Margaret, toying with a June rose—the white petal delicately tinted with pink between her soft rosy fingers—dreamily repeated half to herself,—
“All the leafy oaks were slumb’rous.”
Valentine glanced at her swiftly, and inwardly resolved to remove the impression on her mind. He took out his pocket-book.
“My verses,” said he, “are only copied, but they seemed to me a gem in their way. It is a piece of Bacchic meditation from the Vaux de Vire, exquisitely translated by some clever author whose name I have forgotten. You are gazing at our friend Augustus’ bibulous nose,” he nodded towards the recumbent figure with the hand on the bottle, “and see it through your own glass:
“Fair nose! whose beauties many pipes have cost
Of white and rosy wine;
Whose colours are so gorgeously embossed
In red and purple fine;
Great nose, who views thee, gazing through great glass,
Thee still more lovely thinks.
Thou dost the nose of creature far surpass
Who only water drinks.”
It was so appropriate to poor Augustus that they could not choose but smile.
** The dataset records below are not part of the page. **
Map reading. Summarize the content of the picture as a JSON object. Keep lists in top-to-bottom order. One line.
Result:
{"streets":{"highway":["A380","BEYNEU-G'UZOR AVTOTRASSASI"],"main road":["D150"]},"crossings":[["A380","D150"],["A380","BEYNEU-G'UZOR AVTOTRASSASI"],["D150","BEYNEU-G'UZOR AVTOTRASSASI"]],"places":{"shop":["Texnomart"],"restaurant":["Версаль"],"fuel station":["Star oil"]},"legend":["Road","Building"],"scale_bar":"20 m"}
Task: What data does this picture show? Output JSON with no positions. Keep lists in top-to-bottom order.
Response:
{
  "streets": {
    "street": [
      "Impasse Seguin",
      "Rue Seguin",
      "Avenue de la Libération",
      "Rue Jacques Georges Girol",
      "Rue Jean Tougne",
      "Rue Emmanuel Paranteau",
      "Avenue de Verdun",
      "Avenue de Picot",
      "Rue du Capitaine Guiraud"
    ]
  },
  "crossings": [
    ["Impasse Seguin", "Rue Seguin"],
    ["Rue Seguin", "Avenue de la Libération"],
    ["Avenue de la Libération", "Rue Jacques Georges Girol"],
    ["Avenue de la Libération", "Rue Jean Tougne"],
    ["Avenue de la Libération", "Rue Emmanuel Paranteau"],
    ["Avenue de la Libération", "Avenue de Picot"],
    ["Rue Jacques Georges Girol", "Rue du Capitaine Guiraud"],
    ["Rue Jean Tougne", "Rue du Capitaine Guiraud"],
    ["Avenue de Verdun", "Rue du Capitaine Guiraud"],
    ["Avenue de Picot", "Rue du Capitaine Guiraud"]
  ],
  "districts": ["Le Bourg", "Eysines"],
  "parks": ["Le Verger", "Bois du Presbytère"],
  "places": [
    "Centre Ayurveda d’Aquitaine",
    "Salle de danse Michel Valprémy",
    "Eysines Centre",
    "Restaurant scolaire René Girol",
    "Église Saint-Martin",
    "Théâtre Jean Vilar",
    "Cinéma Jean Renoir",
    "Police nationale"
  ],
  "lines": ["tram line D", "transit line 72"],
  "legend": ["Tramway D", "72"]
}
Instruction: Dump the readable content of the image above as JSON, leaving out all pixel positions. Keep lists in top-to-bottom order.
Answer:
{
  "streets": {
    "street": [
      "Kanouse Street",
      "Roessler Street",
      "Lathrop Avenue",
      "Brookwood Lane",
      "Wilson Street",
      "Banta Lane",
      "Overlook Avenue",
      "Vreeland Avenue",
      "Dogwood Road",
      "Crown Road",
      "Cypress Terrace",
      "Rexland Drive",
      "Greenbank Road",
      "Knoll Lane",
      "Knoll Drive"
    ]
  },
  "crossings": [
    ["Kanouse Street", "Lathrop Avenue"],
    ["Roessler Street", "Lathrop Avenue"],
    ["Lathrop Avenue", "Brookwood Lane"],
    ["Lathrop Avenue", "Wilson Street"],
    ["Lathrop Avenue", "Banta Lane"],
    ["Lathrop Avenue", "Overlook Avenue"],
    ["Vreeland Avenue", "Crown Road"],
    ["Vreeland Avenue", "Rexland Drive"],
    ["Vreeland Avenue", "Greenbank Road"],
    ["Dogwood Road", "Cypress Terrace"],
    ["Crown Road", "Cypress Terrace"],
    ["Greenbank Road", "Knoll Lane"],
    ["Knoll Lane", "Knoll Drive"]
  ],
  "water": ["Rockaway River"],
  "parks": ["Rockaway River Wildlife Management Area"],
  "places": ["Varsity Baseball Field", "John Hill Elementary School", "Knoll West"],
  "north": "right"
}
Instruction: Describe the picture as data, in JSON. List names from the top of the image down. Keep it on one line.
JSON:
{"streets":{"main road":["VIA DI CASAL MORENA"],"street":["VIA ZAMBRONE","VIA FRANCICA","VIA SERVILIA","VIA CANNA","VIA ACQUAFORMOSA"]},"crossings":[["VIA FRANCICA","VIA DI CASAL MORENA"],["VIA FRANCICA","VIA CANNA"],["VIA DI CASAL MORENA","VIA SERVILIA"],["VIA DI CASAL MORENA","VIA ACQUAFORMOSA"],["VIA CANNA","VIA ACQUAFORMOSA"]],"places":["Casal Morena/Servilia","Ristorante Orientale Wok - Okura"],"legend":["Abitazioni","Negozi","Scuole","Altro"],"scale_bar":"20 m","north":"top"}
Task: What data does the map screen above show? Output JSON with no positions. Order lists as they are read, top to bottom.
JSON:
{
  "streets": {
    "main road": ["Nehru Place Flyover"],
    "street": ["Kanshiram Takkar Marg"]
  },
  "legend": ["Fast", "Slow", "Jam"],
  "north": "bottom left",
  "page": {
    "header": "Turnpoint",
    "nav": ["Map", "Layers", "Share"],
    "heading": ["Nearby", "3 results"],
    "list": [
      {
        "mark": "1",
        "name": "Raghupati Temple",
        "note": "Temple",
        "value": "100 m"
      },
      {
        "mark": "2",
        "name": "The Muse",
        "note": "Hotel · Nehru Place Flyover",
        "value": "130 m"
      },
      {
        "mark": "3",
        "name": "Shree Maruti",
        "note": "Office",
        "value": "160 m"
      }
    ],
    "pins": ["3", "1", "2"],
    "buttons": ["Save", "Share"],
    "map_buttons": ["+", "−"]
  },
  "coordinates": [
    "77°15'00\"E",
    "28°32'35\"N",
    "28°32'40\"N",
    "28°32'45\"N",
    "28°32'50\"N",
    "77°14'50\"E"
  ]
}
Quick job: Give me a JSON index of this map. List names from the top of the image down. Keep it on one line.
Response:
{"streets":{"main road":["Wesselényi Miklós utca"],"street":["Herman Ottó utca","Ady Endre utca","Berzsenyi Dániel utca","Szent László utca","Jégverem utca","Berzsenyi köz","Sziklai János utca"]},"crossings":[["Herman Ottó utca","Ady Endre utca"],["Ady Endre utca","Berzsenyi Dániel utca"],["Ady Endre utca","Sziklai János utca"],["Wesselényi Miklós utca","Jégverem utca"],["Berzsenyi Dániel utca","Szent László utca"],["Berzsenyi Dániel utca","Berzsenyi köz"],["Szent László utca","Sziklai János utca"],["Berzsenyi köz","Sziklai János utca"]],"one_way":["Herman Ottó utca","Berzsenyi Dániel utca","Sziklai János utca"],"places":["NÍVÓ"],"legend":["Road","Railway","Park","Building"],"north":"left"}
Valentine begged Margaret to sing: they all joined in the request, and she sang with a faint blush, looking down—for she knew, though the rest did not, that it was Geoffrey’s favourite—the beautiful old ballad of the “Bailiff’s Daughter of Islington.” With the wild-rose in her hand, the delicate bloom on her cheek, the green hedge behind, the green elm above, and the sweet scent of the hay, she looked the ballad as well as sang it.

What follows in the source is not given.